Irland Sieger im Herzschlag-Nationenpreis-Finale von Barcelona – Deutsche Sechste!
Das irische Team gewinnt das Nationenpreis-Finale und das Ticket für Olympia 2020. Foto: csiobarcelona

Irland Sieger im Herzschlag-Nationenpreis-Finale von Barcelona – Deutsche Sechste!

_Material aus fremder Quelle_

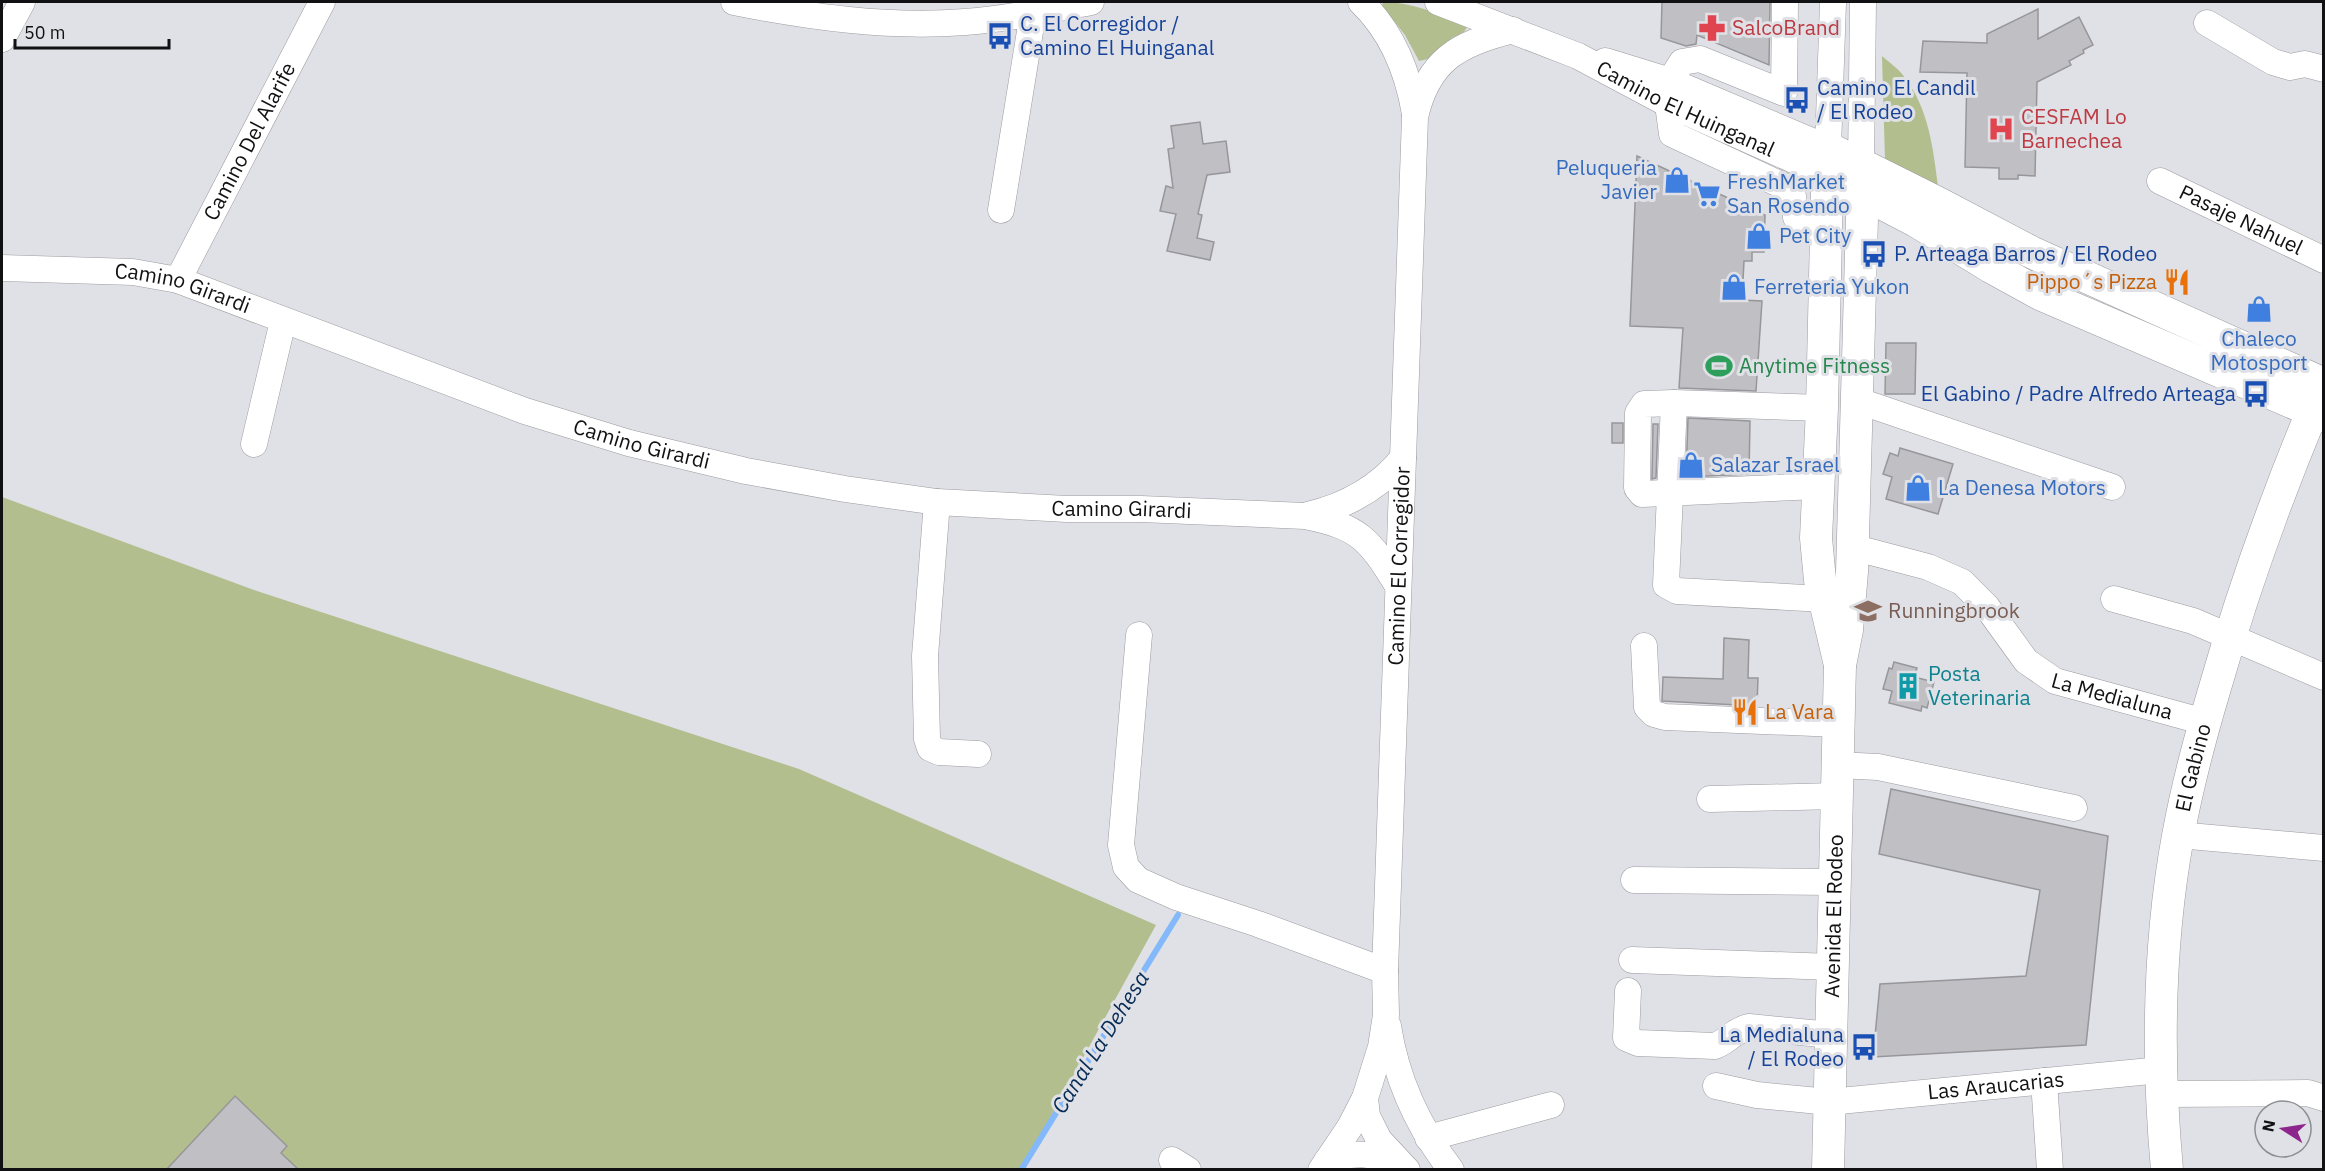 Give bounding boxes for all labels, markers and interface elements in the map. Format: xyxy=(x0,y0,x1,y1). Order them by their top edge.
place label: C. El Corregidor / Camino El Huinganal xyxy=(1020,9,1215,61)
scale bar xyxy=(15,12,170,50)
pharmacy icon: SalcoBrand xyxy=(1697,13,1727,43)
place label: SalcoBrand xyxy=(1732,13,1840,41)
text: 50 m xyxy=(24,21,66,44)
bus stop icon: C. El Corregidor / Camino El Huinganal xyxy=(985,21,1015,51)
street label: Camino El Huinganal xyxy=(1592,53,1780,163)
street label: Camino Del Alarife xyxy=(196,57,301,225)
place label: Camino El Candil / El Rodeo xyxy=(1817,73,1976,125)
bus stop icon: Camino El Candil / El Rodeo xyxy=(1782,85,1812,115)
place label: CESFAM Lo Barnechea xyxy=(2021,102,2127,154)
hospital icon: CESFAM Lo Barnechea xyxy=(1986,114,2016,144)
place label: Peluqueria Javier xyxy=(1556,153,1657,205)
shop icon: Peluqueria Javier xyxy=(1662,165,1692,195)
place label: FreshMarket San Rosendo xyxy=(1727,167,1850,219)
street label: Pasaje Nahuel xyxy=(2175,177,2308,261)
supermarket icon: FreshMarket San Rosendo xyxy=(1692,179,1722,209)
shop icon: Pet City xyxy=(1744,221,1774,251)
place label: Pet City xyxy=(1779,221,1852,249)
bus stop icon: P. Arteaga Barros / El Rodeo xyxy=(1859,239,1889,269)
place label: P. Arteaga Barros / El Rodeo xyxy=(1894,239,2157,267)
street label: Camino Girardi xyxy=(114,256,255,319)
place label: Pippo´s Pizza xyxy=(2026,267,2157,295)
restaurant icon: Pippo´s Pizza xyxy=(2162,267,2192,297)
shop icon: Ferreteria Yukon xyxy=(1719,272,1749,302)
place label: Ferreteria Yukon xyxy=(1754,272,1910,300)
shop icon: Chaleco Motosport xyxy=(2244,294,2274,324)
place label: Chaleco Motosport xyxy=(2210,324,2308,376)
sports icon: Anytime Fitness xyxy=(1704,351,1734,381)
place label: Anytime Fitness xyxy=(1739,351,1890,379)
place label: El Gabino / Padre Alfredo Arteaga xyxy=(1921,379,2236,407)
bus stop icon: El Gabino / Padre Alfredo Arteaga xyxy=(2241,379,2271,409)
street label: Camino Girardi xyxy=(570,412,713,475)
shop icon: Salazar Israel xyxy=(1676,450,1706,480)
place label: Salazar Israel xyxy=(1711,450,1840,478)
street label: Camino El Corregidor xyxy=(1381,466,1416,666)
shop icon: La Denesa Motors xyxy=(1903,473,1933,503)
place label: La Denesa Motors xyxy=(1938,473,2106,501)
street label: Camino Girardi xyxy=(1051,493,1192,524)
school or university icon: Runningbrook xyxy=(1853,596,1883,626)
place label: Runningbrook xyxy=(1888,596,2020,624)
place label: Posta Veterinaria xyxy=(1928,659,2031,711)
street label: La Medialuna xyxy=(2048,666,2176,726)
building icon: Posta Veterinaria xyxy=(1893,671,1923,701)
restaurant icon: La Vara xyxy=(1730,697,1760,727)
place label: La Vara xyxy=(1765,697,1834,725)
street label: El Gabino xyxy=(2168,720,2217,814)
street label: Avenida El Rodeo xyxy=(1817,834,1849,998)
water label: Canal La Dehesa xyxy=(1044,965,1155,1118)
place label: La Medialuna / El Rodeo xyxy=(1719,1020,1844,1072)
bus stop icon: La Medialuna / El Rodeo xyxy=(1849,1032,1879,1062)
street label: Las Araucarias xyxy=(1926,1064,2066,1105)
north arrow xyxy=(2253,1099,2313,1159)
text: N xyxy=(2257,1118,2279,1134) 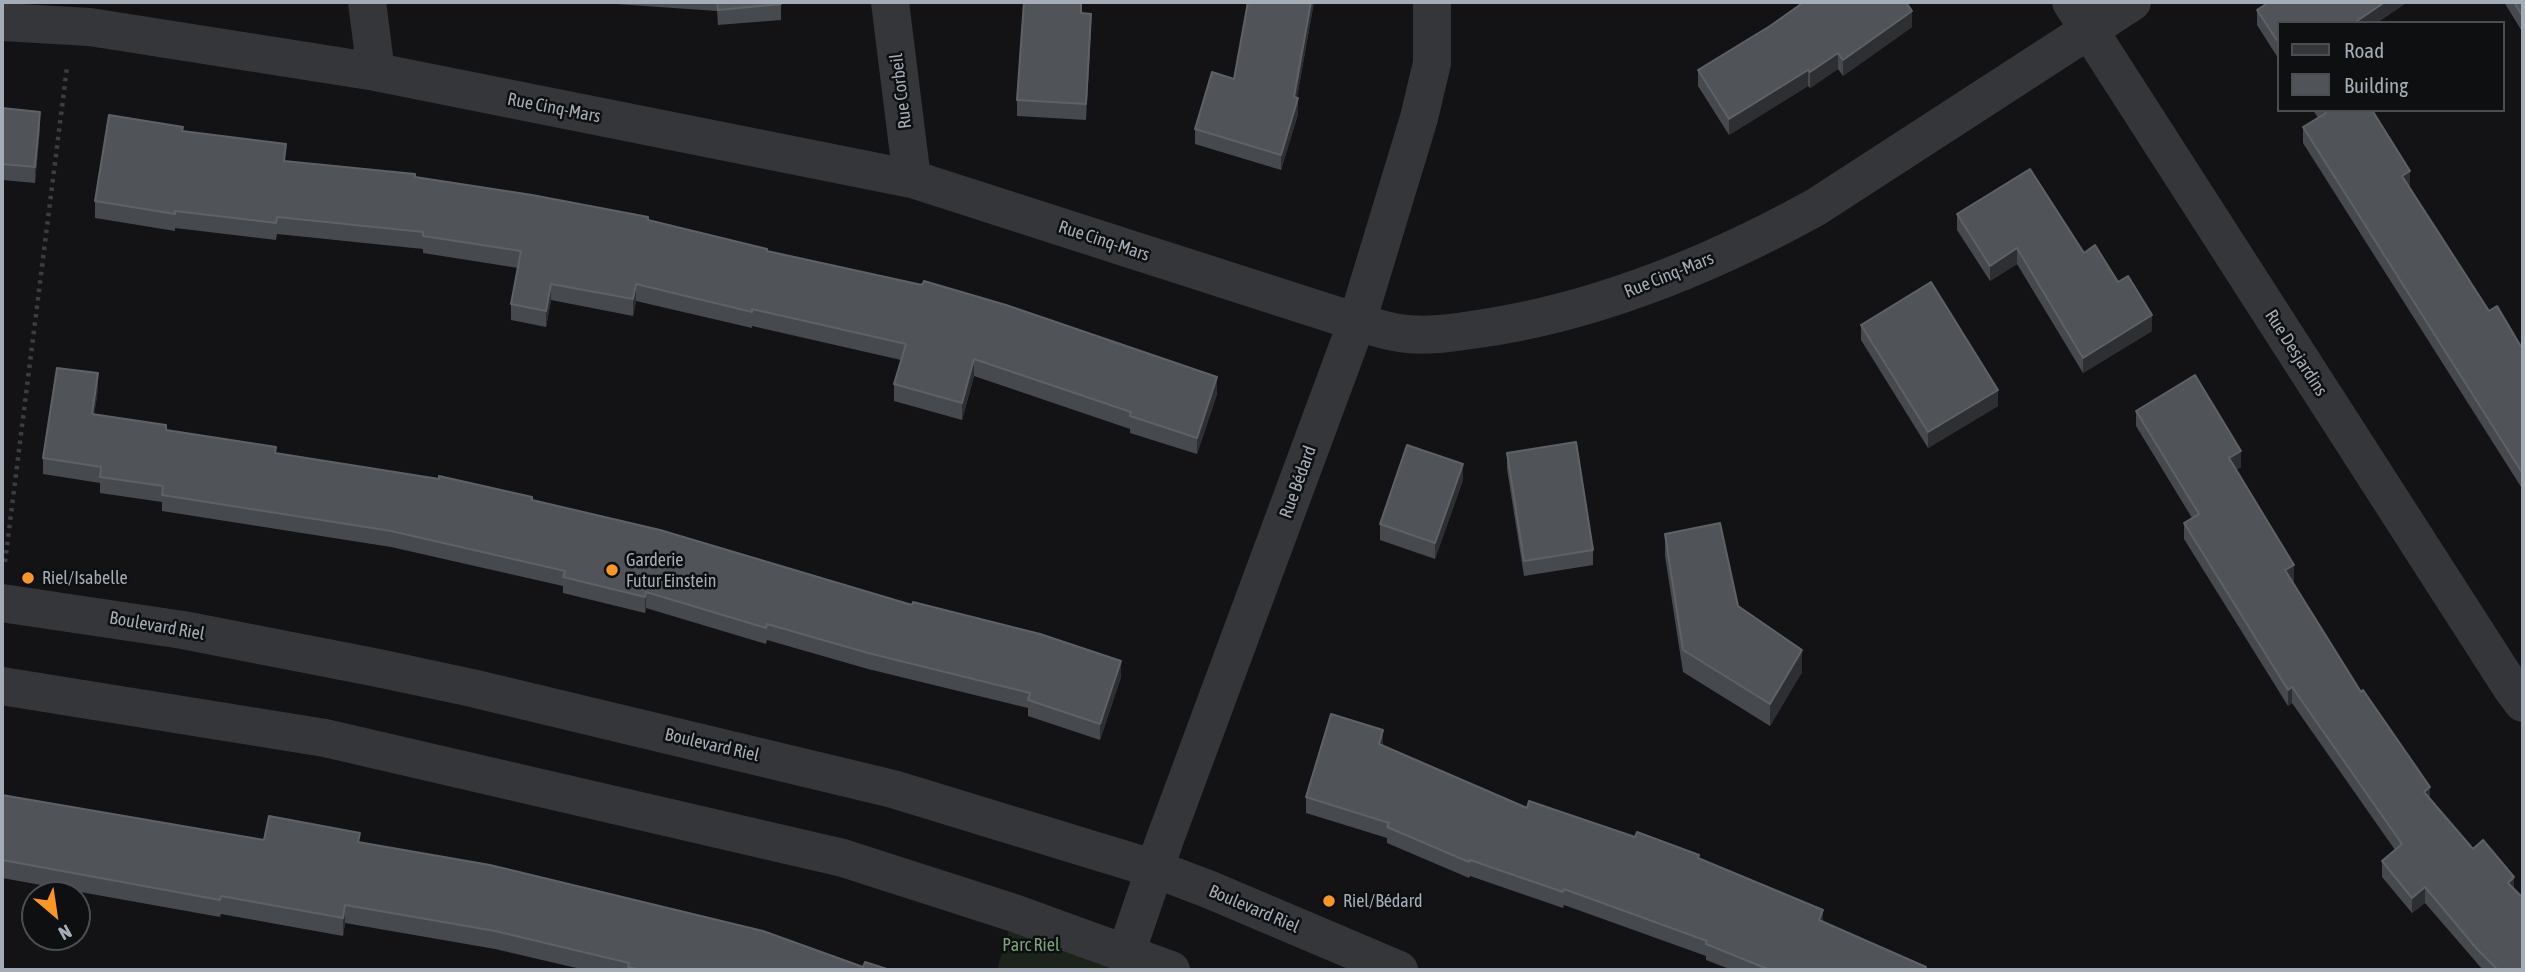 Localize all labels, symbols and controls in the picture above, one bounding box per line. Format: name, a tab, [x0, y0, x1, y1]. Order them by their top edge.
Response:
legend	[2276, 21, 2504, 112]
text: Road	[2344, 38, 2384, 62]
street label: Rue Corbeil	[886, 52, 916, 130]
text: Building	[2344, 73, 2408, 97]
street label: Rue Cinq-Mars	[506, 88, 602, 128]
street label: Rue Cinq-Mars	[1056, 216, 1152, 266]
street label: Rue Cinq-Mars	[1621, 247, 1717, 303]
street label: Rue Desjardins	[2260, 306, 2332, 400]
street label: Rue Bédard	[1275, 443, 1321, 521]
place label: Garderie Futur Einstein	[626, 549, 716, 592]
marker: Garderie Futur Einstein	[604, 562, 620, 578]
place label: Riel/Isabelle	[42, 567, 128, 589]
marker: Riel/Isabelle	[20, 570, 36, 586]
street label: Boulevard Riel	[108, 607, 206, 645]
street label: Boulevard Riel	[663, 724, 761, 766]
street label: Boulevard Riel	[1205, 880, 1303, 938]
north arrow	[21, 881, 91, 951]
place label: Riel/Bédard	[1343, 890, 1423, 912]
marker: Riel/Bédard	[1321, 893, 1337, 909]
text: N	[55, 920, 75, 945]
park label: Parc Riel	[1002, 934, 1060, 956]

eingetragen in: Allgemein | 0

Es war an Dramatik kaum zu überbieten: Bis zum letzten Starter, dem belgischen Schlußreiter Gergory Wathelet und Nevados (v. Calvados Z) war völlig offen, wer das Finale des FEI Nationscup in Barcelona gewinnt. Bis zum vorletzten Hindernis sah alles nach einer Titelverteidigung der Belgier aus. Aber nach der dreifachen Kombination auf der Schlußlinie bekam der Schimmel-Hengst plötzlich „Seitenwind“ von rechts und sein Reiter musste eine Volte drehen. Da auch das letzte Hindernis fiel, wurden es insgesamt elf ungewöhnliche Fehlerpunkte. Der Sieg im Nationenpreisfinale 2019 ging an das irische Team, Peter Moloney, Paul O’Shea, Darragh Kenny und Cian O’Connor, mit dem fast Ideal-Ergebnis von einem Zeitfehler. Mit dem Sieg konnte Irland auch das letzte Olympia-Ticket für Tokio 2020 lösen. Titelverteidiger Belgien musste musste mit Silber Vorlieb nehmen. Auf Platz drei sprangen die Schweden mit insgesamt 12 Strafpunkten. Genauso viele hatten die Italiener und die Franzosen, aber mit den schlechteren Zeiten.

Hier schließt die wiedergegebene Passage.